Aya, still quite stupefied, stood, too. If it weren’t weird enough that Sehun was being a gentleman, she found the way he was gently clutching her hand even more… bewildering. She cleared , as if sending him a mental message to let her go now. But the boy was focused elsewhere, on the table, on her books, around the room, towards the door—on everything else besides her.
At last, she wriggled free, gathered her notes to a neat pile and tucked her chair beneath the table. She walked past him, twisted the knob to her door and pulled—
Sehun had pushed the door shut before she could fully draw it open. His hand found hers once again, interlocking them, sealing the gaps in between.
“Sehun…“ She wouldn’t meet his eyes. Thoughts of her evasion flooded her mind and all she could feel at the moment was embarrassment—raw and cruel. She wondered, in agitation, how she could stand his insufferable attitude, or his deafening silence, but not his open affections. She was probably burning at the moment.
“May I kiss you?”
The question was so innocently honest that she wondered if guys in general were that frank. Her eyes pinched shut. She forced a lump down . “You… didn’t ask the first time.”

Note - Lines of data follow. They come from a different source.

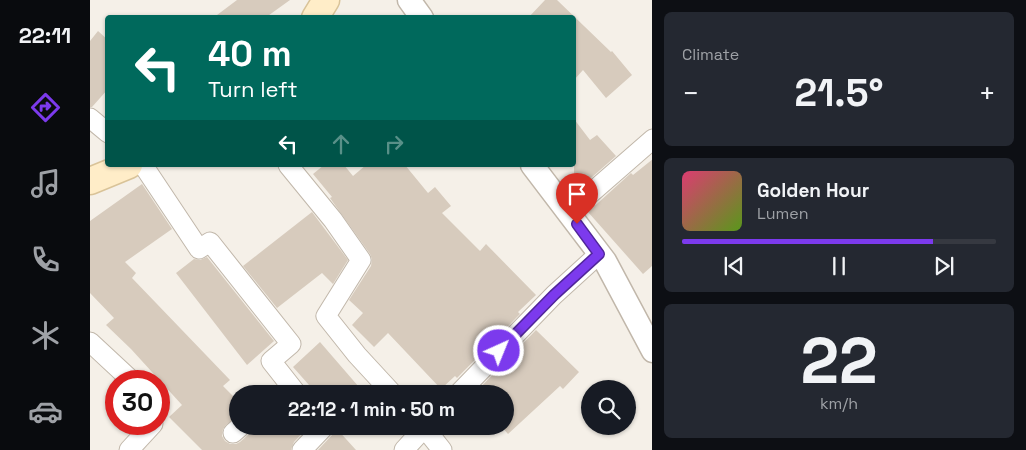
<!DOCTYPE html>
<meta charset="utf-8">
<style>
:root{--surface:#171b24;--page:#242831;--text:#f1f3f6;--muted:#9ea1a6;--line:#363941;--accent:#7c3aed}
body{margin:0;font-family:"Space Grotesk",sans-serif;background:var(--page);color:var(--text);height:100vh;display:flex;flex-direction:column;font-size:19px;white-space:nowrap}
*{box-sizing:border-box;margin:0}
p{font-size:16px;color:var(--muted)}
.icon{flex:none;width:28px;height:28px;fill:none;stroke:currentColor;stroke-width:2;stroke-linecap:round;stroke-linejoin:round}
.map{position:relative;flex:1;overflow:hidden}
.details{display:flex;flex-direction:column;gap:12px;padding:12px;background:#0d0f14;width:374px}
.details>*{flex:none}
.hud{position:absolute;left:15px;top:15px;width:471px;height:152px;border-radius:5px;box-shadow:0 1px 4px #0004;background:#00695c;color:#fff;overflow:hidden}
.controls{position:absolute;left:491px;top:380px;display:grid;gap:10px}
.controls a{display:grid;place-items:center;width:55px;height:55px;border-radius:50%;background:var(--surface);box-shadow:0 1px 4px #0004;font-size:25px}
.speed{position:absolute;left:15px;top:370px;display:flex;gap:10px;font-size:25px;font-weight:700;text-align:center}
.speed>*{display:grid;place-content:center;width:65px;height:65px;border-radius:50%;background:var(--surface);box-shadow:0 1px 4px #0004;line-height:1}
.speed .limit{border:8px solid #d22;background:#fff;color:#111}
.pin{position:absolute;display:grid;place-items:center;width:42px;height:42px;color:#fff;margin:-51px -21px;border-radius:50% 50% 50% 0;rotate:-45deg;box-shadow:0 0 5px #0007}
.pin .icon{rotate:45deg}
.me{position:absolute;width:55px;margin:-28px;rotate:44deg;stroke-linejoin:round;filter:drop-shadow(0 0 4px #0008)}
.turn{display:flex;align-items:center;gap:18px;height:105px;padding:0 20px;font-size:22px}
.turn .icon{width:65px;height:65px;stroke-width:2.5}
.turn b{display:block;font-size:35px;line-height:42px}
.lanes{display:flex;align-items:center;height:48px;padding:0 20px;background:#0003;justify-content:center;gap:25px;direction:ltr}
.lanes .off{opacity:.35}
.big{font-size:38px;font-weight:700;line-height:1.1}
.details .tile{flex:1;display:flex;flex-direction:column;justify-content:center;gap:8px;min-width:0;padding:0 18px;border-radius:8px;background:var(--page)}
.details .dial{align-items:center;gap:0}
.dial b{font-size:65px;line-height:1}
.song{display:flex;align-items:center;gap:15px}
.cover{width:60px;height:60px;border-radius:8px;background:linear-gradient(135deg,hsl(340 70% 55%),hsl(90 70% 35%))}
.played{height:5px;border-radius:2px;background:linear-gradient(90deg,var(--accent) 80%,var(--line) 80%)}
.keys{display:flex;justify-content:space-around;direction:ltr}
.heat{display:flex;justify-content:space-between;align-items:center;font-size:28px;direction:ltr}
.trip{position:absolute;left:139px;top:385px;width:285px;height:50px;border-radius:25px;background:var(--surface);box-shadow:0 1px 4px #0004;font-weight:700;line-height:50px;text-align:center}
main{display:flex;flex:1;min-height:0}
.tabs{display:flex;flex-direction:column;width:90px;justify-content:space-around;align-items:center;background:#090b0e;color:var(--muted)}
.tabs .icon{width:35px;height:35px}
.tabs .selected{color:var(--accent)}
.tabs b{font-size:22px;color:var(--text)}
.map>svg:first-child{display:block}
.building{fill:#d7cbbd}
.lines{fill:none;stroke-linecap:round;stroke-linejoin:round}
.minor-casing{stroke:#c1b7aa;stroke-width:21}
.tertiary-casing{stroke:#c1b7aa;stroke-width:25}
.secondary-casing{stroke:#d9c398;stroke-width:29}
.minor{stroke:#fff;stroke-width:19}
.tertiary{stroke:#fff;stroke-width:22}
.secondary{stroke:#ffedc8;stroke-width:26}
.route-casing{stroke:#51269a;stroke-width:12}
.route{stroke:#7c3aed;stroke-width:9}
</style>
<main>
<nav class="tabs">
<b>22:11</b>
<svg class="icon selected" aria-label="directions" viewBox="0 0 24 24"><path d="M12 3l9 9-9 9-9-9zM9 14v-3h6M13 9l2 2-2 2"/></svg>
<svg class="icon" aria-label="music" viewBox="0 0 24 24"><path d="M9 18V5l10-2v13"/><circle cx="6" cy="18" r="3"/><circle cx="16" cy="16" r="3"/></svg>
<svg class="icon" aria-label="phone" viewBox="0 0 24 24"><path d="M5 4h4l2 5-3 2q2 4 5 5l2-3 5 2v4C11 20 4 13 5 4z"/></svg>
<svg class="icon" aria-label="climate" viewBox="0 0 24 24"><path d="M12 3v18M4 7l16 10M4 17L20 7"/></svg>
<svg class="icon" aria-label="car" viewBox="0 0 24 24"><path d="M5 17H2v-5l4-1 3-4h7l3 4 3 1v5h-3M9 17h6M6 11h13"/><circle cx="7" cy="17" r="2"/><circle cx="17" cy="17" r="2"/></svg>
</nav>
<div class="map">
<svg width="563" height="450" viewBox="0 0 563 450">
<rect width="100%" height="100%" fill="#f5f0e8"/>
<!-- building -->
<path class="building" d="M147 0H200L175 18H123Z
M455 0H467L521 52 522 51 542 75 516 98 493 70 484 80V18H438Z
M8 31 18 40V89L2 107H0V41Z
M484 119 500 140 507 135 526 156 493 185 484 174Z
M563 159V265L553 274 498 212 541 173 543 175Z
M234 165H254L263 176 276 165H315L338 193 345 187 361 206 352 213 390 251 396 244 446 295 428 312 430 314 367 378 365 376 351 389 298 333 284 347 262 325 273 313 259 300 281 266 282 259 280 254 240 198 242 197 223 174Z
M52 184 82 229 35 262 46 273 42 278 140 380 133 386 148 401V416L136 425 133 429 132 436 135 441 140 444H146L150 442 159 434 162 426H219L204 442 201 450H112L79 417 92 405 41 349 16 325 24 318 0 293V221Z
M222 212 258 260 243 284 232 273 187 308 153 266Z
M117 257 184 341 157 365 86 273 104 259 110 260Z
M446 330 489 372 473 389 470 386 418 434 411 426H415V394H384Z
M230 342 275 394H227L203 367Z
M246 428 266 450H228L243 434Z"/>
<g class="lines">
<!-- minor casing -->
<g class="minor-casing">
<path id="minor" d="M0 118 18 133
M53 165 109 249 120 242 201 344 181 361 207 394
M198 165 243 220 271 260 236 316 267 355 303 394
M478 213 563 139
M0 342 42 381
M368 394 464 295 509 254
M333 426 352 450
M143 433 151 426
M39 450 63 424
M212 450 235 426
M314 450 336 426"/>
</g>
<!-- tertiary casing -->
<g class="tertiary-casing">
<path id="tertiary" d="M319 0 332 18
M442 165 515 261 563 351"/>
</g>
<!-- secondary casing -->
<g class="secondary-casing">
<path id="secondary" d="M225 18 236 0
M0 181 39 165"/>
</g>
<!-- minor -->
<use href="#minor" class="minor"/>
<!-- tertiary -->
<use href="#tertiary" class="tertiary"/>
<!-- secondary -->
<use href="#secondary" class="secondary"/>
</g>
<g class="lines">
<!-- route casing -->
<g class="route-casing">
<path id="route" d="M409 351 464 295 509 254 487 224"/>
</g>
<!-- route -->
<use href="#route" class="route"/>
</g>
</svg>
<div class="controls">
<a><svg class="icon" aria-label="search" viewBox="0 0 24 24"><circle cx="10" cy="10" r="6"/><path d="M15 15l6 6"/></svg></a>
</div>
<div class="speed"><div class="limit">30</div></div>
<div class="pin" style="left:487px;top:224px;background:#d93025"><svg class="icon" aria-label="arrive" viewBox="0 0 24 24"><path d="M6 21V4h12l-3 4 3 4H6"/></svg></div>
<svg class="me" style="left:409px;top:351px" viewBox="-20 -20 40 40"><circle r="17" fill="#7c3aed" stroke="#fff" stroke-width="3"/><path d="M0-11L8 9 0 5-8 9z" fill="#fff"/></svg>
<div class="trip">22:12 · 1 min · 50 m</div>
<div class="hud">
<div class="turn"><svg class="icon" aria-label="left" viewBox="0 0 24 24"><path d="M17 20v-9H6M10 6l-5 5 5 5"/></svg><div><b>40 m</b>Turn left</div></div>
<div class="lanes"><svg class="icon" aria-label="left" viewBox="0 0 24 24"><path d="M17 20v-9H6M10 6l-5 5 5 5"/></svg><svg class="icon off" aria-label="ahead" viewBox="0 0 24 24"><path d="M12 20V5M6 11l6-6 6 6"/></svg><svg class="icon off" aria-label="right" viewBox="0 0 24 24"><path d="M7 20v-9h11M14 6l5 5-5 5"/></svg></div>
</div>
</div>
<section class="details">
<div class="tile"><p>Climate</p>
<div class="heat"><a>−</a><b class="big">21.5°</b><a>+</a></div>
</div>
<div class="tile">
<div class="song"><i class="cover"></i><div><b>Golden Hour</b><p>Lumen</p></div></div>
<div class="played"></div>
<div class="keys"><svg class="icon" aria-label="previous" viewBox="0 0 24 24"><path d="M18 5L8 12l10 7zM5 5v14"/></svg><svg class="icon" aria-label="pause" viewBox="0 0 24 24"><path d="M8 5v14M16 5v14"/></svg><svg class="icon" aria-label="next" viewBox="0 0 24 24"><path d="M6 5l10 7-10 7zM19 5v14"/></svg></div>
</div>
<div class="tile dial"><b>22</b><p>km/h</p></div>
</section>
</main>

Sehun frowned. She had noted. Of course she had. Didn’t she avoid him for months because of it? “I’m sorry.”
It was his dejected tone that chased Aya’s jitters away. She chortled, finally daring to look at him. “No, you’re not.”

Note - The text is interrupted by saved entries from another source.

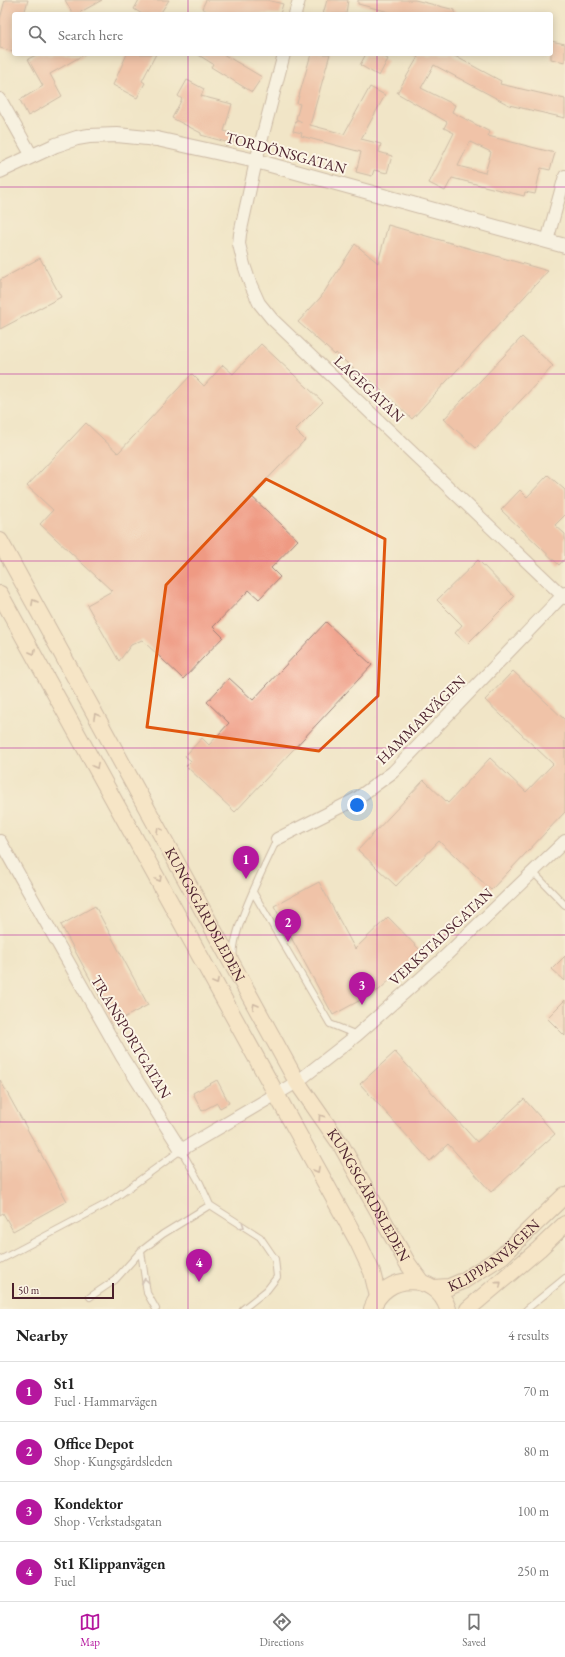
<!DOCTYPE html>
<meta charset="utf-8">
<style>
:root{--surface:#fff;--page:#f6f6f6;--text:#222;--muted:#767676;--line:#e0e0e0;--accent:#b5179e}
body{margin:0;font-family:"EB Garamond",serif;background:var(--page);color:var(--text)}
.scale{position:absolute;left:12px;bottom:10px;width:102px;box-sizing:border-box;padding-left:4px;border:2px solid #4a1f2b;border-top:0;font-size:11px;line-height:14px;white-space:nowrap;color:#4a1f2b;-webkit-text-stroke:3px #fcf5e5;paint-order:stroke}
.you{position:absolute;left:357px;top:805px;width:14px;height:14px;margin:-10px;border:3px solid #fff;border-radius:50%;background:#1a73e8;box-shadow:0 0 0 6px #1a73e833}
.badge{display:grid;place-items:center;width:26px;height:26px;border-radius:50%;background:var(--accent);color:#fff;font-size:13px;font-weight:700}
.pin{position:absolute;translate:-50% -33px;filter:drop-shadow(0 1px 2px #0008)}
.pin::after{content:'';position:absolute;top:21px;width:14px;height:12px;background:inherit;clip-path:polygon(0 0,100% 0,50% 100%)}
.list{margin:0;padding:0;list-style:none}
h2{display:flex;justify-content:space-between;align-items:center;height:52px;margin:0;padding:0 16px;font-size:17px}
h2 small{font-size:13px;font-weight:400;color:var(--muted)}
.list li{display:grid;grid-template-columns:26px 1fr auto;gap:12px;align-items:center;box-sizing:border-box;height:60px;padding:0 16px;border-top:1px solid var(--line)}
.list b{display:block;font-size:15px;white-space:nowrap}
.list p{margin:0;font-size:13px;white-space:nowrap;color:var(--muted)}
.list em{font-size:13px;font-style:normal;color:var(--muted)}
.icon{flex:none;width:22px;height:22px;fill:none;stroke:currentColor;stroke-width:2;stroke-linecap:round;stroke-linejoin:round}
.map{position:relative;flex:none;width:565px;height:1309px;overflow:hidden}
.search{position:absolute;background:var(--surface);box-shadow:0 2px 10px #0003;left:12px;right:12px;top:12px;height:44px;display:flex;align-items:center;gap:10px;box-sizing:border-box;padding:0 14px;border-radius:4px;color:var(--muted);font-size:15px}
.sheet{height:292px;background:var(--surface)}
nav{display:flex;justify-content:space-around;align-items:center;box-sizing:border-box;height:56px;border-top:1px solid var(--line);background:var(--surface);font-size:11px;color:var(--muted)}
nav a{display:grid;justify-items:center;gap:2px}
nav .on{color:var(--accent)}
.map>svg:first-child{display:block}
</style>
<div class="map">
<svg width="565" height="1309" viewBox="0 0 565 1309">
<rect width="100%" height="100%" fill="#fcf5e5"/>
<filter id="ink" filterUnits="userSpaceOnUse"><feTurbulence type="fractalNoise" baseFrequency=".025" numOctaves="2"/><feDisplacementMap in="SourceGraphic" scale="8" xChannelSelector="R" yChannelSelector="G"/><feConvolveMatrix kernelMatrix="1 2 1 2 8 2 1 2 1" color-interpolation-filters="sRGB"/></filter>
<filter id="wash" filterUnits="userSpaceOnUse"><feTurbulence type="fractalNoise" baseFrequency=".012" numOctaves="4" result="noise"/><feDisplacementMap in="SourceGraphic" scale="16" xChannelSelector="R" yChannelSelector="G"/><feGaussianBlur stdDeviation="0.9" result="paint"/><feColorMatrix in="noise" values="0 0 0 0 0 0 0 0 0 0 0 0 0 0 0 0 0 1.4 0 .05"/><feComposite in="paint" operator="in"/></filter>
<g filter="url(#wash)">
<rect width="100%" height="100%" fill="#f1e5c7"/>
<g id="blocks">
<!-- building -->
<path fill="#ef9a83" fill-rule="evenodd" d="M5,0H28L24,14H14V52L0,48V19Z
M65,0H102L77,14H73Z
M139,0H169L160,14H142L134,9Z
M206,0H267L283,4L280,14H211L202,8Z
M327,0H348L346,14H323Z
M358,0H415L455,10V14H397L358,4Z
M551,41L565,44V62L551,59Z
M38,54H85L50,74L62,96L28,116L20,100L43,86L28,59Z
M127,54H156L142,81L145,83L137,98L113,85Z
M197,54H223L262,77L252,92L211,67L213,64Z
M311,54H330L310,125L344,134L370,87L385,95L361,139L381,144L379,152L392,156L387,173L374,170L372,176L356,172L361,152L301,136L302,133L293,131L296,121L302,122L296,119L300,104L297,103Z
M366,54H378L388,59L379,76L360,65Z
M412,54H451L501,81L500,84L565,99V118L509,105L434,65L421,88L455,105L452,112L490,132L488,136L555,153L550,170L541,168L535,194L525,192L524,196L452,178L445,191L429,183L454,133L444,128L447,122L397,93L418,57ZM470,142L491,152L485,173L458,166Z
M187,80L204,89L201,96L232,104L224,131L235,134L233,144L201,135V133L172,118L182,99L178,96Z
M388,225L548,271L412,419L369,379L367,381L336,353L335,355L298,322L321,297L355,244L378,263Z
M40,258L61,297L0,329V280Z
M522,337L553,366L476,448L444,419Z
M261,344L323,402L295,430L305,440L251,496L298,540L271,568L280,577L259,599L249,590L213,627L223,637L183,679L142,640L131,645L119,661L87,605L112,591L40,524L53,510L27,486L86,423L118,453L192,374L204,386L223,365L233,374Z
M548,475L565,490V515L555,525L565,534V558L559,565L501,510L520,490L527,497Z
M478,560L514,597L467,644L455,633L462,625L437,600Z
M326,622L372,665L235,812L186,766L191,761L185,756L202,738L209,745L229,723L207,702L229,678L253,700Z
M513,671L565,720V812L491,890L439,841L396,886L358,850L424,780L448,803L490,758L526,792L553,764L485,700Z
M319,882L355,949L388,917L421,951L379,990L333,1015L274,906Z
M95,906L148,1005L114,1023L61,925Z
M565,956V981L552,969Z
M565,1000V1036L547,1018Z
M395,1052L477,1142L524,1099L555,1134L491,1192L448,1144L430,1161L360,1084Z
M0,1080L67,1201L13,1231L3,1213L0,1215Z
M217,1080L229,1103L220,1108L217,1103L202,1111L193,1093Z"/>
</g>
</g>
<g filter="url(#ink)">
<use href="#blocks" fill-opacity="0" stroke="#9e8279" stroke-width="1"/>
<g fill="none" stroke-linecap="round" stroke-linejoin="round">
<defs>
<path id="service" d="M533,872L565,905
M253,892L330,1024L357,1035
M234,959C229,934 266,864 277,839
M210,1205L260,1237L275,1259L277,1277L267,1290L243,1309
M141,1251L147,1293L156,1309
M0,1260L108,1203L181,1150L200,1183L210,1205L163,1234L141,1251L115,1280L90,1297
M527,1309L565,1278"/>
<path id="minor" d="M295,14L299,0
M284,54L256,161L240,234L239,244L244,265L250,283L259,303L272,319L565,598
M0,99L32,156
M547,241L565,176
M277,839L356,799L393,772L565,593
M0,841L122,1057L181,1150L297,1082L357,1035L438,963L565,841"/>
<path id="tertiary" d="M0,171L56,145L77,138L89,136L117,135L157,139L256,161L565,246"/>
<g id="secondary">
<path id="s1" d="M0,541L297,1082L341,1145L408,1264L421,1282"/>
<path d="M0,594L358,1242L372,1272L378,1297"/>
<path id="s2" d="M433,1288L449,1287L463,1281L502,1256L565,1195"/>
<path d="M372,1309C385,1272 436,1272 448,1309"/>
<path d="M468,1309L539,1249L565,1224"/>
</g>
</defs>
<!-- service casing -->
<use href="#service" stroke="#9e8279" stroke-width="8"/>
<!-- minor casing -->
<use href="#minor" stroke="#9e8279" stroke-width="14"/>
<!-- tertiary casing -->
<use href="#tertiary" stroke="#9e8279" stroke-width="16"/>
<!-- secondary casing -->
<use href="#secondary" stroke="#9e8279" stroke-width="18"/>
<!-- service -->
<use href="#service" stroke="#fff" stroke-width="6"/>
<!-- minor -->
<use href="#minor" stroke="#fff" stroke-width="12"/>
<!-- tertiary -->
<use href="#tertiary" stroke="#fff" stroke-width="14"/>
<!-- secondary -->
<use href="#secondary" stroke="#fde5c5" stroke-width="16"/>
</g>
<!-- one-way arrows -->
<defs><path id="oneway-chevron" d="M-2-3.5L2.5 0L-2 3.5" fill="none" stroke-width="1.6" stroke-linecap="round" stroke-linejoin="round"/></defs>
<g stroke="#a48278">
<use href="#oneway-chevron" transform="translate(34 602) rotate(-119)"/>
<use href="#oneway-chevron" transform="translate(33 652) rotate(61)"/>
<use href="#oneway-chevron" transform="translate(96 716) rotate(-119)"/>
<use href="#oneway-chevron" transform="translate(96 766) rotate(61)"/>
<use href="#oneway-chevron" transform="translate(159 830) rotate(-119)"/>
<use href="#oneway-chevron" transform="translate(159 879) rotate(61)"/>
<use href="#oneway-chevron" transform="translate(216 982) rotate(61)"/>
<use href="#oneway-chevron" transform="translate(255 1006) rotate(-119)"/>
<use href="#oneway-chevron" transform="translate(321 1117) rotate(-125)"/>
<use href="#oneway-chevron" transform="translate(317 1170) rotate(61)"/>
<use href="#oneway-chevron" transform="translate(499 1284) rotate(-41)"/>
</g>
<g stroke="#ae9aa0">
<use href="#oneway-chevron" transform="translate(242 1226) rotate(33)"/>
<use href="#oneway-chevron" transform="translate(145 1281) rotate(-99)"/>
</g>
</g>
<!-- marked area -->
<path d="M0 0H565V1309H0ZM266,479L385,539L378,696L319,751L147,727L166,585Z" fill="#f1e5c7" fill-opacity=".55" fill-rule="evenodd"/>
<path fill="none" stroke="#e0560e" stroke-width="3" stroke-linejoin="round" d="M266,479L385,539L378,696L319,751L147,727L166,585Z"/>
<!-- grid -->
<path fill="none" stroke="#b5179e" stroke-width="1" stroke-opacity="0.55" d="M188,0V14M377,0V14M188,54V1309M377,54V1309M0,187H565M0,374H565M0,561H565M0,748H565M0,935H565M0,1122H565"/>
<g text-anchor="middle" stroke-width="4" stroke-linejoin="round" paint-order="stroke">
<!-- street labels -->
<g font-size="15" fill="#4a1f2b" stroke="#fcf5e5">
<text transform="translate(286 153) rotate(15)" y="5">TORDÖNSGATAN</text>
<text transform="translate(369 389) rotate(43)" y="5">LAGEGATAN</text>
<text transform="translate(421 720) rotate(-45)" y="5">HAMMARVÄGEN</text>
<text dy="5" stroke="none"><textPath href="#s1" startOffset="426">KUNGSGÅRDSLEDEN</textPath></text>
<text transform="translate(441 937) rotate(-43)" y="5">VERKSTADSGATAN</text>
<text transform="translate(131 1037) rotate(59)" y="5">TRANSPORTGATAN</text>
<text dy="5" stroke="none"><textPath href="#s1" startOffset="751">KUNGSGÅRDSLEDEN</textPath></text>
<text dy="5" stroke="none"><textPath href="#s2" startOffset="71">KLIPPANVÄGEN</textPath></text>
</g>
</g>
</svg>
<div class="scale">50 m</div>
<div class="you"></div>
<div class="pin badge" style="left:246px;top:879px">1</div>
<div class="pin badge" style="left:288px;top:942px">2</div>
<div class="pin badge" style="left:362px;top:1005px">3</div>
<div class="pin badge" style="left:199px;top:1282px">4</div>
<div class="search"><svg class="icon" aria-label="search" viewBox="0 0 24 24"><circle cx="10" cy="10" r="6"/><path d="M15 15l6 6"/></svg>Search here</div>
</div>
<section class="sheet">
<h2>Nearby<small>4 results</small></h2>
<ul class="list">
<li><span class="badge">1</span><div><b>St1</b><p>Fuel · Hammarvägen</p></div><em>70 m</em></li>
<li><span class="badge">2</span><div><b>Office Depot</b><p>Shop · Kungsgårdsleden</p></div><em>80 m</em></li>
<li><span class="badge">3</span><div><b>Kondektor</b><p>Shop · Verkstadsgatan</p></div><em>100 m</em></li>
<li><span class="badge">4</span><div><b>St1 Klippanvägen</b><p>Fuel</p></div><em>250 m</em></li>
</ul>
</section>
<nav>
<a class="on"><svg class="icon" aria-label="map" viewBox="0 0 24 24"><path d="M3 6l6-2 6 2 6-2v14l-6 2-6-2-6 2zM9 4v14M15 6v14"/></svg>Map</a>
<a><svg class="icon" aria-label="directions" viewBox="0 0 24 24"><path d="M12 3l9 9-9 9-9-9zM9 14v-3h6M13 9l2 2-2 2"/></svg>Directions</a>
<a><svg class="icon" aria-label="saved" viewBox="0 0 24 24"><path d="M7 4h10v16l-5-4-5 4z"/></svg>Saved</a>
</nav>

Sehun cracked a smirk. “You’re probably right.” He pressed his free hand against one side of her face. Warm and soft, like her hand. She was captivating, and before he knew it, he was concentrating on her lips.
He could swear his heart shattered his ribcage when his mouth connected with hers. Sweet and soft and mindblowing. His hand swept down the side of her neck to her nape, holding her there as he flattened her against the door. Just as he tilted his head to kiss her deeper, he withdrew, like a magnet repelled by its opposing pole. Breathing jagged, he turned away completely.
“Sehun.”
He was suddenly terrified to look at her. Would she avoid him again? Did he just sign up for another bout of conspicuous evasion from the girl he was in love with?
The answer was conveyed when Aya reached a hand and caught his pinky from behind. She pinched it once, before collecting his ring, then middle, then index fingers. She tugged at him gently, called out his name once, in that soothing voice of hers.
When he still couldn’t bring himself to face her, she circled around to face him instead. “I have something to tell you.”
He remained silent. The glint in her eyes told him it wasn’t about the kiss. It wasn’t about him. It wasn’t about the two of them. And then he grew even more fearful, for there was only one thing that could draw out the life from her soul and make it burn through her eyes.
“I’m going back to the crew.”
Ah, it seemed ages ago when they were arguing about the people Aya used to dance with before Sehun offered to accompany her and limit her dance sessions to the two of them.